• [RECORDS FOR PROCESSING]
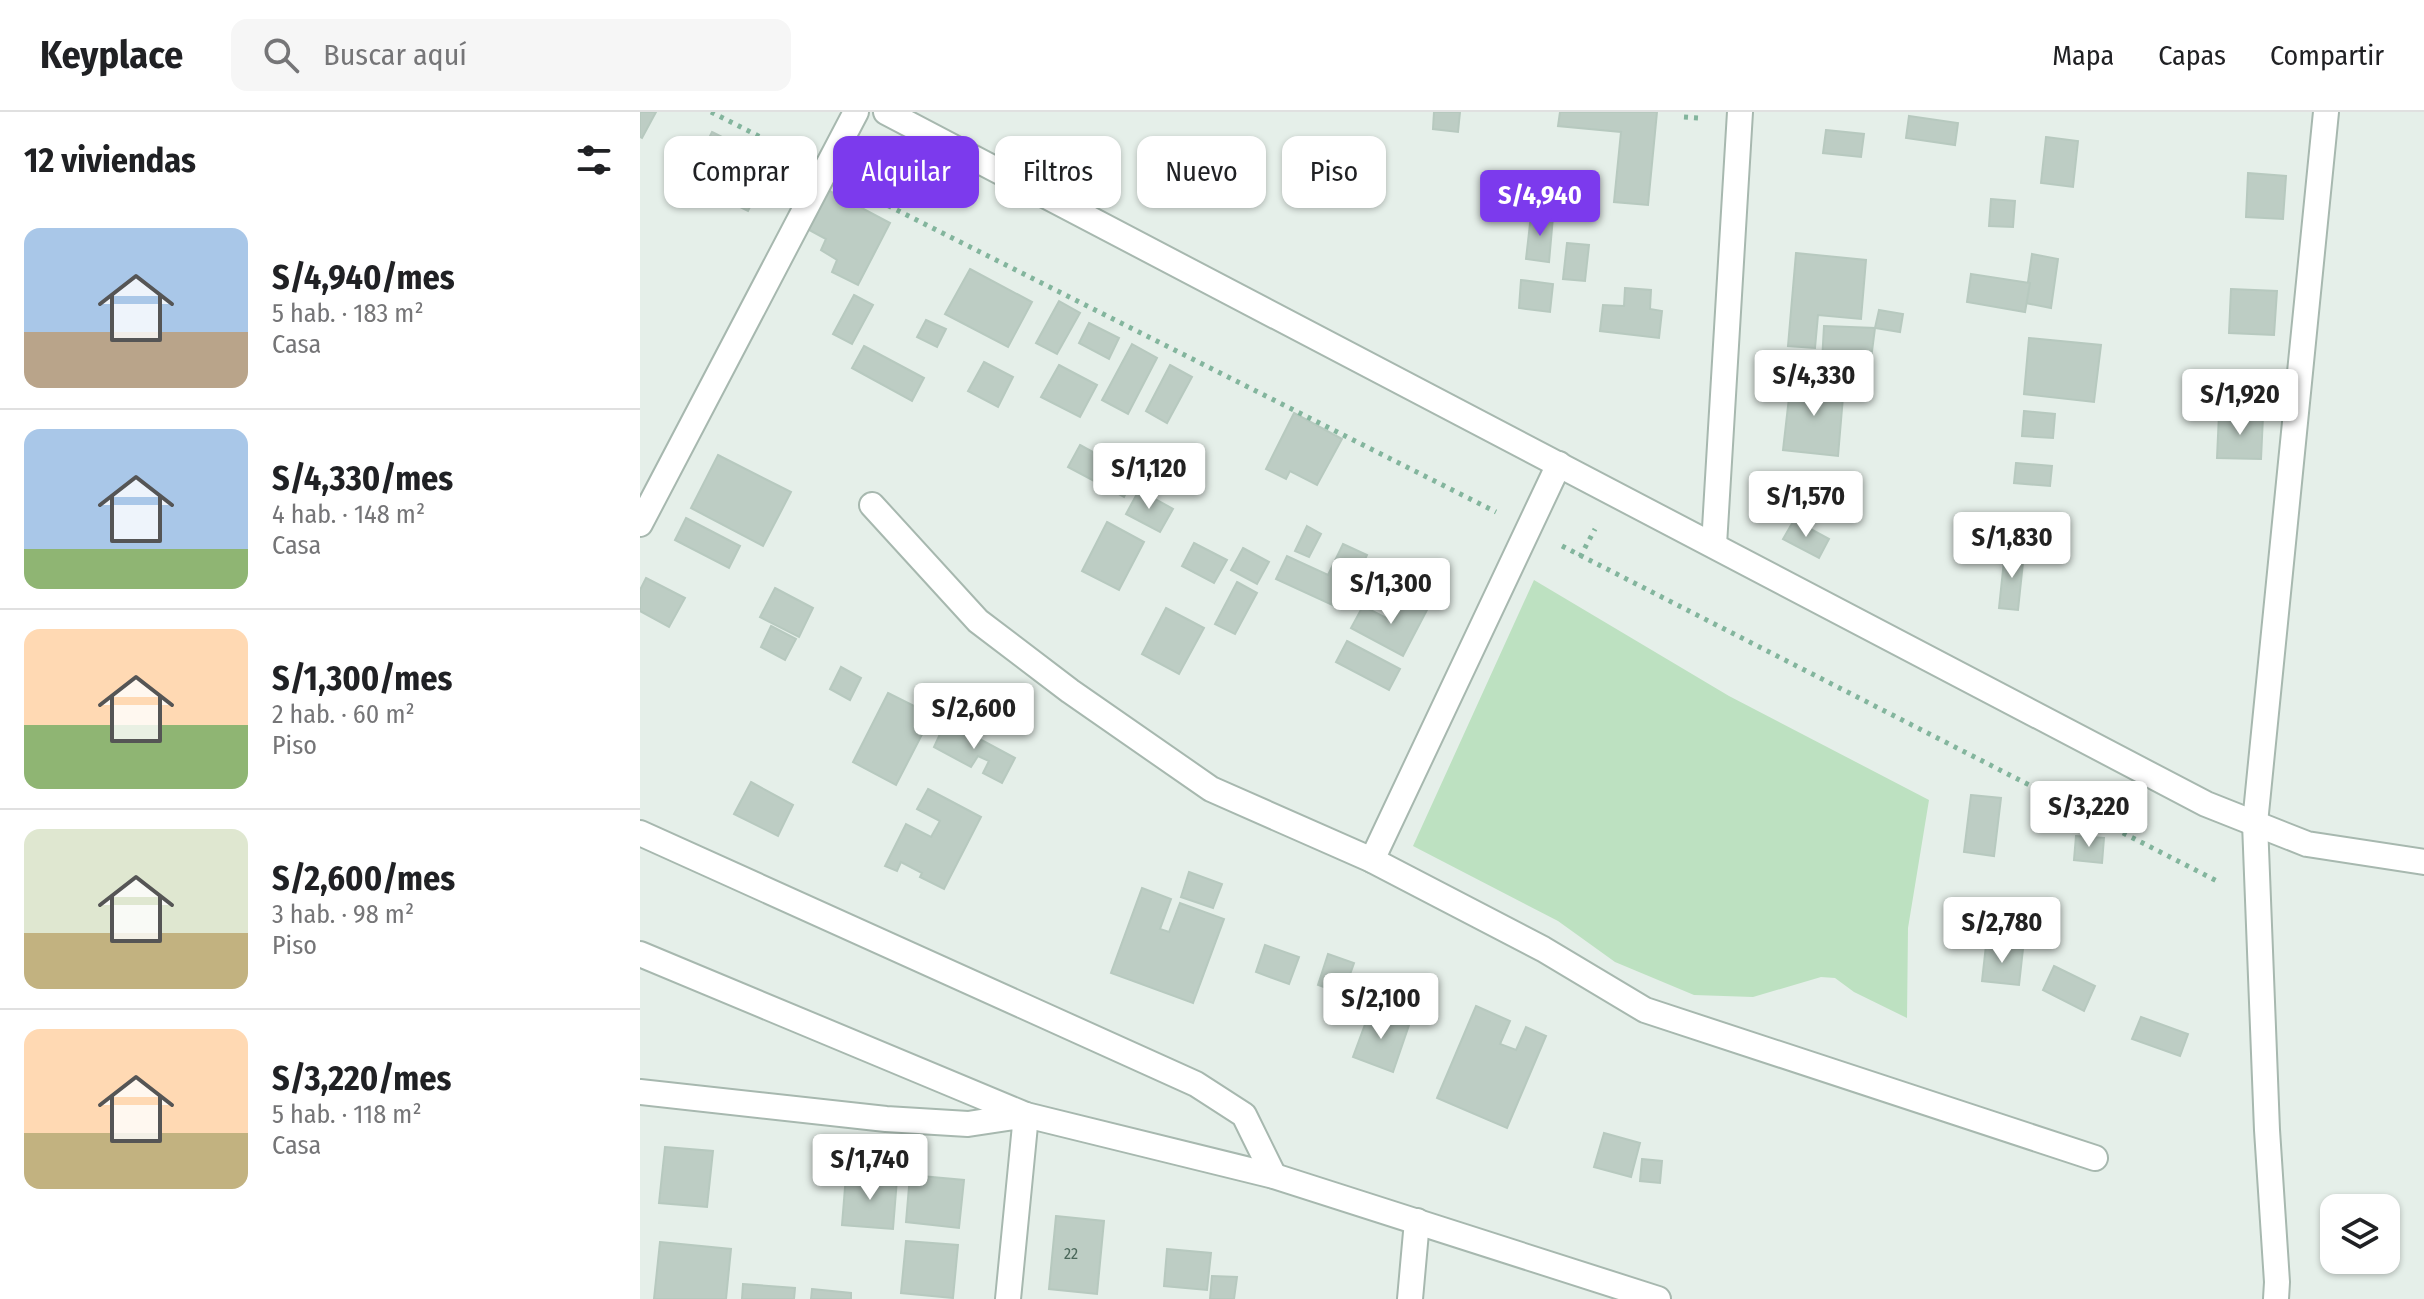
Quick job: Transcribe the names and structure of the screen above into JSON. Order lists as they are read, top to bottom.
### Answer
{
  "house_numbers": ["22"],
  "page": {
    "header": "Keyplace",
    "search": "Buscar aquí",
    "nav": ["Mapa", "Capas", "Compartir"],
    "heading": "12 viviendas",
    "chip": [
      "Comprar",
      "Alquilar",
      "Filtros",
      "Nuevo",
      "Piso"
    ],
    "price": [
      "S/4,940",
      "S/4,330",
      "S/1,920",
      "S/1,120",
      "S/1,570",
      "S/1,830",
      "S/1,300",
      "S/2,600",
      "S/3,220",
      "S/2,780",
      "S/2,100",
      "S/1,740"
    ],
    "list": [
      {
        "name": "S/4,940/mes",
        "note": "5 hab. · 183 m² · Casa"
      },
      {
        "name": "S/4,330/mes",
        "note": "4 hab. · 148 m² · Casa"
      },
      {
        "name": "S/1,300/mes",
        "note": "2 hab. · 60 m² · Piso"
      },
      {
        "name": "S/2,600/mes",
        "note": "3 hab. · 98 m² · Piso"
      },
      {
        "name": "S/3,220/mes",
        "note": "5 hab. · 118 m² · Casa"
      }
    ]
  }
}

• [AIM OF THE EXERCISE] From the first line to the last, please copy the data exactly, with the pictures left out.

• [RESULT BELOW]
Quick job: Transcribe the names and structure of the screen above into JSON. Order lists as they are read, top to bottom.
### Answer
{
  "house_numbers": ["22"],
  "page": {
    "header": "Keyplace",
    "search": "Buscar aquí",
    "nav": ["Mapa", "Capas", "Compartir"],
    "heading": "12 viviendas",
    "chip": [
      "Comprar",
      "Alquilar",
      "Filtros",
      "Nuevo",
      "Piso"
    ],
    "price": [
      "S/4,940",
      "S/4,330",
      "S/1,920",
      "S/1,120",
      "S/1,570",
      "S/1,830",
      "S/1,300",
      "S/2,600",
      "S/3,220",
      "S/2,780",
      "S/2,100",
      "S/1,740"
    ],
    "list": [
      {
        "name": "S/4,940/mes",
        "note": "5 hab. · 183 m² · Casa"
      },
      {
        "name": "S/4,330/mes",
        "note": "4 hab. · 148 m² · Casa"
      },
      {
        "name": "S/1,300/mes",
        "note": "2 hab. · 60 m² · Piso"
      },
      {
        "name": "S/2,600/mes",
        "note": "3 hab. · 98 m² · Piso"
      },
      {
        "name": "S/3,220/mes",
        "note": "5 hab. · 118 m² · Casa"
      }
    ]
  }
}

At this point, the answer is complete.